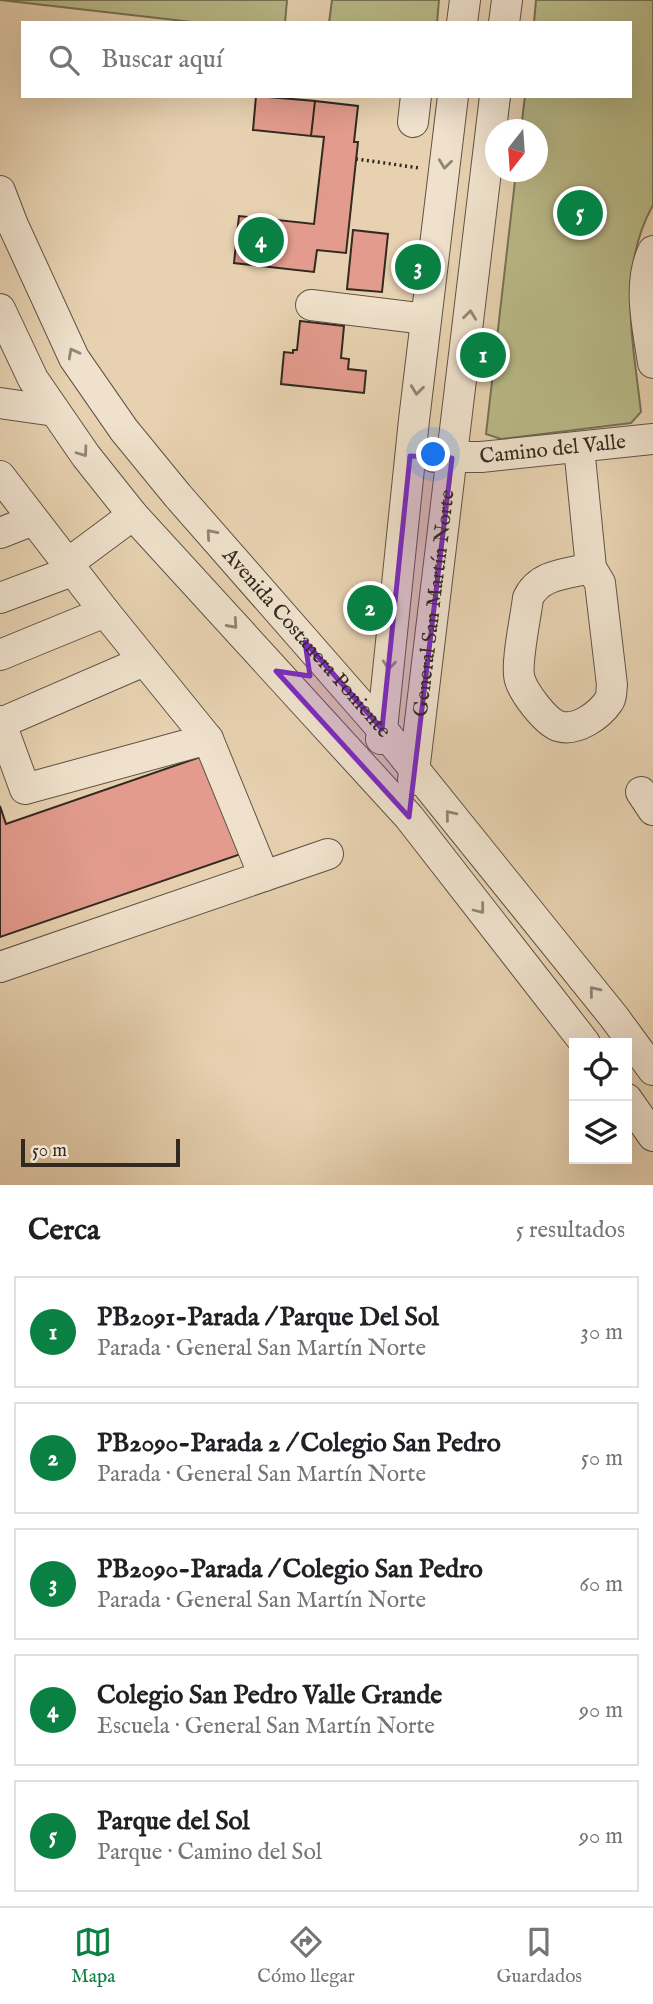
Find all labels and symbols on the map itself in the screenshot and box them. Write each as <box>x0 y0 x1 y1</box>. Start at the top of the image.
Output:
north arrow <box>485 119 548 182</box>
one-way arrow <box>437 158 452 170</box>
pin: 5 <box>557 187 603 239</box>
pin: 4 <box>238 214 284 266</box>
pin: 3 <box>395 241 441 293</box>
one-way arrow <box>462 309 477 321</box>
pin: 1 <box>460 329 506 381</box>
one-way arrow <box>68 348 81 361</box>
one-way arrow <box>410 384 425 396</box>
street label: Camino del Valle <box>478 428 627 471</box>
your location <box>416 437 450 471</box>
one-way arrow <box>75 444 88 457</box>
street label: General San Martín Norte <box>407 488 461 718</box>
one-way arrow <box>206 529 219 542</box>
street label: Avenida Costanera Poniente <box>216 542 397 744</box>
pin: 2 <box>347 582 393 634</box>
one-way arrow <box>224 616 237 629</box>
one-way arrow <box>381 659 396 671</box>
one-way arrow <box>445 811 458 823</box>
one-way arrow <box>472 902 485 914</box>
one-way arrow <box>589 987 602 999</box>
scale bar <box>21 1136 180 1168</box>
###
* [The problem] Output a verbatim copy of the entries and skip the pictures.

* [Expected answer]
Find all labels and symbols on the map itself in the screenshot and box them. Write each as <box>x0 y0 x1 y1</box>. Start at the top of the image.
Output:
north arrow <box>485 119 548 182</box>
one-way arrow <box>437 158 452 170</box>
pin: 5 <box>557 187 603 239</box>
pin: 4 <box>238 214 284 266</box>
pin: 3 <box>395 241 441 293</box>
one-way arrow <box>462 309 477 321</box>
pin: 1 <box>460 329 506 381</box>
one-way arrow <box>68 348 81 361</box>
one-way arrow <box>410 384 425 396</box>
street label: Camino del Valle <box>478 428 627 471</box>
your location <box>416 437 450 471</box>
one-way arrow <box>75 444 88 457</box>
street label: General San Martín Norte <box>407 488 461 718</box>
one-way arrow <box>206 529 219 542</box>
street label: Avenida Costanera Poniente <box>216 542 397 744</box>
pin: 2 <box>347 582 393 634</box>
one-way arrow <box>224 616 237 629</box>
one-way arrow <box>381 659 396 671</box>
one-way arrow <box>445 811 458 823</box>
one-way arrow <box>472 902 485 914</box>
one-way arrow <box>589 987 602 999</box>
scale bar <box>21 1136 180 1168</box>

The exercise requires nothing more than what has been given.